Sem mentir à criança, diga a ela que a família está passando por uma fase complexa e que algumas mudanças serão necessárias, como suspender um passeio mais caro ou trocar o presente que ela gostaria por outro tipo de diversão possível. Neste momento, incentive o pequeno a sugerir o que desejaria fazer e até mesmo o que ele pensa como sugestão para economizar dinheiro. “Quando a criança sente que é ouvida, que participou, ela vai cumprir muito mais com os combinados”, detalha Fernanda. Também reforce que, quando a condição da família melhorar, todos poderão comemorar juntos.
Tome cuidado com as frases que podem trazer sentidos literais, como “não temos mais dinheiro”. Crianças pequenas tendem a aumentar as situações pelo modo lúdico que enxergam a vida e levarem tudo ao pé da letra, portanto, ouvir algo deste tipo pode levá-las a imaginar que não possuem mais nada mesmo.
Sinais de que as emoções não vão bem
Ainda de acordo com a educadora parental, crianças pequenas não são tão ligadas a bens materiais como adultos. “Elas têm uma necessidade muito grande de conexão, de brincar, de se sentirem amadas e pertencentes. Então, é mais importante para elas irem a um parque brincar do que ter um carro novo, ou estudar na melhor escola da cidade. E a família consegue nutrir experiências que podem facilmente suprir as perdas financeiras”, defende Fernanda.
Só que assim como cada criança é única, cada resposta emocional a uma determinada circunstância também é.

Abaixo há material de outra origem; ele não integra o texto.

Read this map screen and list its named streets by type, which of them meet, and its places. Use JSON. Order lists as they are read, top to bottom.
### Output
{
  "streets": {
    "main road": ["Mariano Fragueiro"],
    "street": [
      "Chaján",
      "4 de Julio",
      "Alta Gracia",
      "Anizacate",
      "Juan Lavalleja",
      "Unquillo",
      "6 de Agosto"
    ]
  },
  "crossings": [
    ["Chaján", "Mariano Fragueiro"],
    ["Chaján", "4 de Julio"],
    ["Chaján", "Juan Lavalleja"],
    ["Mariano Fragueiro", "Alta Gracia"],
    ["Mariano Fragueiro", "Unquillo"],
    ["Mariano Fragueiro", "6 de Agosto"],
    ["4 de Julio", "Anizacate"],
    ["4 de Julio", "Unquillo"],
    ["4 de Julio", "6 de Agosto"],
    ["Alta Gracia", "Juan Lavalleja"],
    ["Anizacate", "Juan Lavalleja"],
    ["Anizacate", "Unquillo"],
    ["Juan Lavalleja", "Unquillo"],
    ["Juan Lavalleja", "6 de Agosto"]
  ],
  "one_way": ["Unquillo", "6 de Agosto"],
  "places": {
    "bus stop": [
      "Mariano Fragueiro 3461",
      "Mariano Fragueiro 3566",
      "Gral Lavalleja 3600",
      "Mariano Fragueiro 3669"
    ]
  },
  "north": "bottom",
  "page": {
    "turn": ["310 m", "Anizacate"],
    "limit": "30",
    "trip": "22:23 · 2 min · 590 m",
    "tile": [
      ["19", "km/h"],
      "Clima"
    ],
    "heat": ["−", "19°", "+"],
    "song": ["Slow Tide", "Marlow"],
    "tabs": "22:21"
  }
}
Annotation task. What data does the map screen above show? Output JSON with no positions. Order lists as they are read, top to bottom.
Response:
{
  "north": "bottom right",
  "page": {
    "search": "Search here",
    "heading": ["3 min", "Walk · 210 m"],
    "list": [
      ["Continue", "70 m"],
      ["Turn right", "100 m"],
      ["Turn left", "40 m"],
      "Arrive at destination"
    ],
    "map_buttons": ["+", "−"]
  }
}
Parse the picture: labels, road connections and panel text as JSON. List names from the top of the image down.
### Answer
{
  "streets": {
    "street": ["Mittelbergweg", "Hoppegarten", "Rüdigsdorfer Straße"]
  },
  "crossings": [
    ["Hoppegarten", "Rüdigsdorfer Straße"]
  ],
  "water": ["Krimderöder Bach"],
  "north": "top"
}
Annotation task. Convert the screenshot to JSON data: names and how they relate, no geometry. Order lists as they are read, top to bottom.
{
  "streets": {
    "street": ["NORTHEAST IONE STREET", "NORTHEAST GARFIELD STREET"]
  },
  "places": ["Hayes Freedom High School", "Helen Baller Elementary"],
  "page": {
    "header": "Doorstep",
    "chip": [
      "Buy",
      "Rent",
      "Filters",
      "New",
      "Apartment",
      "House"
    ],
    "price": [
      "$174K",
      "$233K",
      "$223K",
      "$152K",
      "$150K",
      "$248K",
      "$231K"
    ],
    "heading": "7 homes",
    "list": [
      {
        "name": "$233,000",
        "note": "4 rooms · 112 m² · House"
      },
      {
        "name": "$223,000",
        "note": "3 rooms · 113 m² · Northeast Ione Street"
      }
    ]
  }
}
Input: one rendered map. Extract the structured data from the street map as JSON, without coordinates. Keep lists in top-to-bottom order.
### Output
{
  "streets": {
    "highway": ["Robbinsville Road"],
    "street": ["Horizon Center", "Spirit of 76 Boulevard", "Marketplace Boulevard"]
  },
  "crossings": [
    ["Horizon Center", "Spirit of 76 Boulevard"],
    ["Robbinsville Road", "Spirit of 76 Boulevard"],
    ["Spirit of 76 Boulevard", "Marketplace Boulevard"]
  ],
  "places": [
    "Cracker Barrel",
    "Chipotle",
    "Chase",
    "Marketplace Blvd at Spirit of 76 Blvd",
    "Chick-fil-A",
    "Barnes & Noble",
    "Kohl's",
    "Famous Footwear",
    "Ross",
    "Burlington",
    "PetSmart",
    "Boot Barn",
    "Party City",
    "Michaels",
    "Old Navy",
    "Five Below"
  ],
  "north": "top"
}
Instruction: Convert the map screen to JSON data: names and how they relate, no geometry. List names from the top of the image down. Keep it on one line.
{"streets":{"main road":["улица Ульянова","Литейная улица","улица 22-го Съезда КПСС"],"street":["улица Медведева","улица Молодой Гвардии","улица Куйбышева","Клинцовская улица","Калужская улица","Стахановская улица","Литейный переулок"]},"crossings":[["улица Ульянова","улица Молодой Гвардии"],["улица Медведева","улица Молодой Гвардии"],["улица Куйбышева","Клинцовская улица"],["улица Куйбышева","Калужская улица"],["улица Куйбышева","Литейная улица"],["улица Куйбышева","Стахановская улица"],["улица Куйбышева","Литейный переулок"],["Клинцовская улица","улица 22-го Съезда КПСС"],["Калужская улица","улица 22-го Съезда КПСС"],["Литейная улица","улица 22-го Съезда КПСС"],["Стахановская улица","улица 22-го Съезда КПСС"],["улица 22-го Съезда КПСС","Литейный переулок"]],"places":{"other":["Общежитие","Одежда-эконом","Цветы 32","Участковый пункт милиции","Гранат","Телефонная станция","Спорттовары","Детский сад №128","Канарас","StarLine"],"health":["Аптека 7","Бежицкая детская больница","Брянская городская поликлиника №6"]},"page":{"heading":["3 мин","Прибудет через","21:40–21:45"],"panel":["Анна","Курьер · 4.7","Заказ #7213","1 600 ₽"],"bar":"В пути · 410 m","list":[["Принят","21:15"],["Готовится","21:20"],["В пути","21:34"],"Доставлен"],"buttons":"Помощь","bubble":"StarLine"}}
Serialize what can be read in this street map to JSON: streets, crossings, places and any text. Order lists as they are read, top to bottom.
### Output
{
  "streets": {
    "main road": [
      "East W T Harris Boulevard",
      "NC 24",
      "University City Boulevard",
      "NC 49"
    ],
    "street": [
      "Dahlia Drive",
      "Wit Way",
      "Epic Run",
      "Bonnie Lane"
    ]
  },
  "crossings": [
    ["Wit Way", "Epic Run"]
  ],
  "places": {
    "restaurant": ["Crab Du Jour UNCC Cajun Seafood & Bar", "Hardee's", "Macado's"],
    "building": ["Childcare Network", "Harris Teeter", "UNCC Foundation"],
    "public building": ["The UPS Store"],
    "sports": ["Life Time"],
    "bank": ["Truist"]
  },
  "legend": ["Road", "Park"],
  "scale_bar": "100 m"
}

Caso sintam-se afetados pelas perdas físicas e também pela mudança do clima da casa, as especialistas explicam que os filhos podem apresentar desafios comportamentais, como crises de ansiedade, tristeza profunda, irritabilidade, ataques de raiva e até mesmo despertares noturnos.
O primeiro passo para conseguir contorná-los é por meio do acolhimento emocional profundo entre pais e filhos. Entretanto, se a família perceber que está ocorrendo uma piora do quadro infantil e não sabe por qual caminho seguir para ajudá-lo, o indicado é procurar por orientação especializada.